For now, ISSB has decided not to undertake human rights projects or integrate them into reporting but will monitor developments and consider including them in future agenda consultations.

Engaging with other frameworks:

The body will establish its own standard-setting work in key areas to establish specific disclosures for sustainability-related financial disclosures, establishing a global baseline.

It plans to build on existing initiatives, including SASB Standards, CDSB guidance, and the Task Force on Nature-related Financial Disclosures (TNFD), similar to its inaugural Standards approach.

The ISSB will also focus on implementing IFRS S1 and IFRS S2, enhancing SASB Standards, and addressing emerging needs, while also engaging with the International Accounting Standards Board.

ISSB and IASB will continue to endorse the Integrated Reporting Framework for promoting high-quality corporate reporting and providing a comprehensive investor information package, the body said in a press release.

The research projects will concentrate on investors’ common information needs to evaluate the potential impact of risks and opportunities on a company’s prospects.
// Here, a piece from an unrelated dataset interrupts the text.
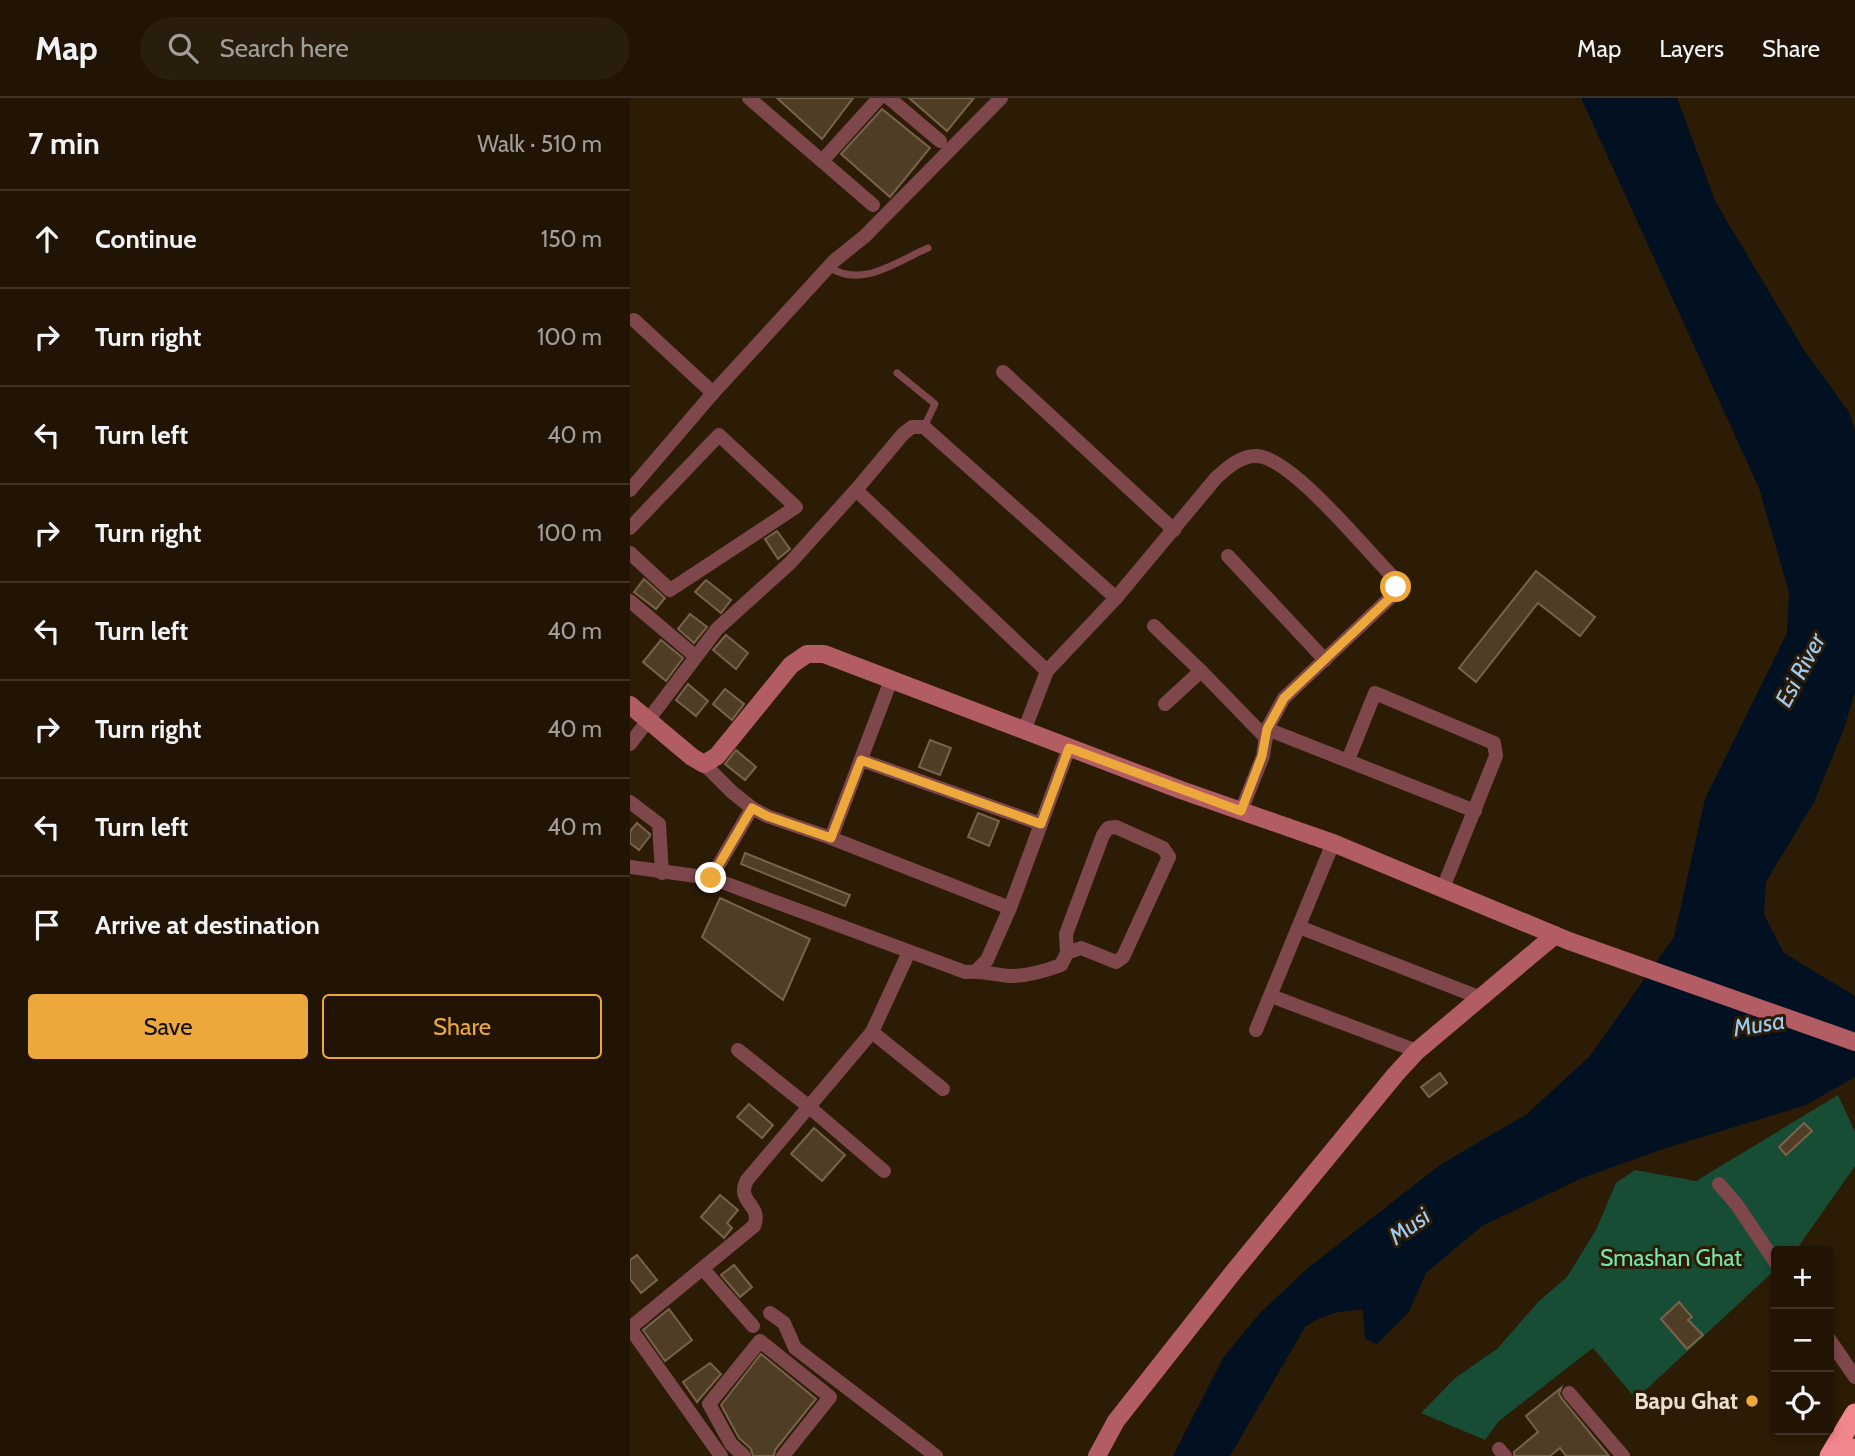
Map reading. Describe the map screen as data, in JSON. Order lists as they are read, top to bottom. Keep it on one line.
{"water":["Esi River","Musa","Musi"],"parks":["Smashan Ghat"],"places":["Bapu Ghat"],"page":{"header":"Map","search":"Search here","nav":["Map","Layers","Share"],"heading":["7 min","Walk · 510 m"],"list":[["Continue","150 m"],["Turn right","100 m"],["Turn left","40 m"],["Turn right","100 m"],["Turn left","40 m"],["Turn right","40 m"],["Turn left","40 m"],"Arrive at destination"],"buttons":["Save","Share"],"map_buttons":["+","−"]}}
Emmanuel Faber, Chair, ISSB, explains:

“Beyond climate, we are committed to building out the global baseline of sustainability-related financial disclosure to meet the needs of investors. Feedback indicated a significant and growing need among investors for improved disclosures around biodiversity, ecosystems and ecosystems services as well as human capital, as a key source of value for companies.”

“Our industry-specific SASB Standards continue to be used as a cost-effective way of providing decision-useful information to investors. We are committed to enhancing the SASB Standards further given they will also support our new research areas. We look forward to sharing our work plan for the next two years in June,” he said.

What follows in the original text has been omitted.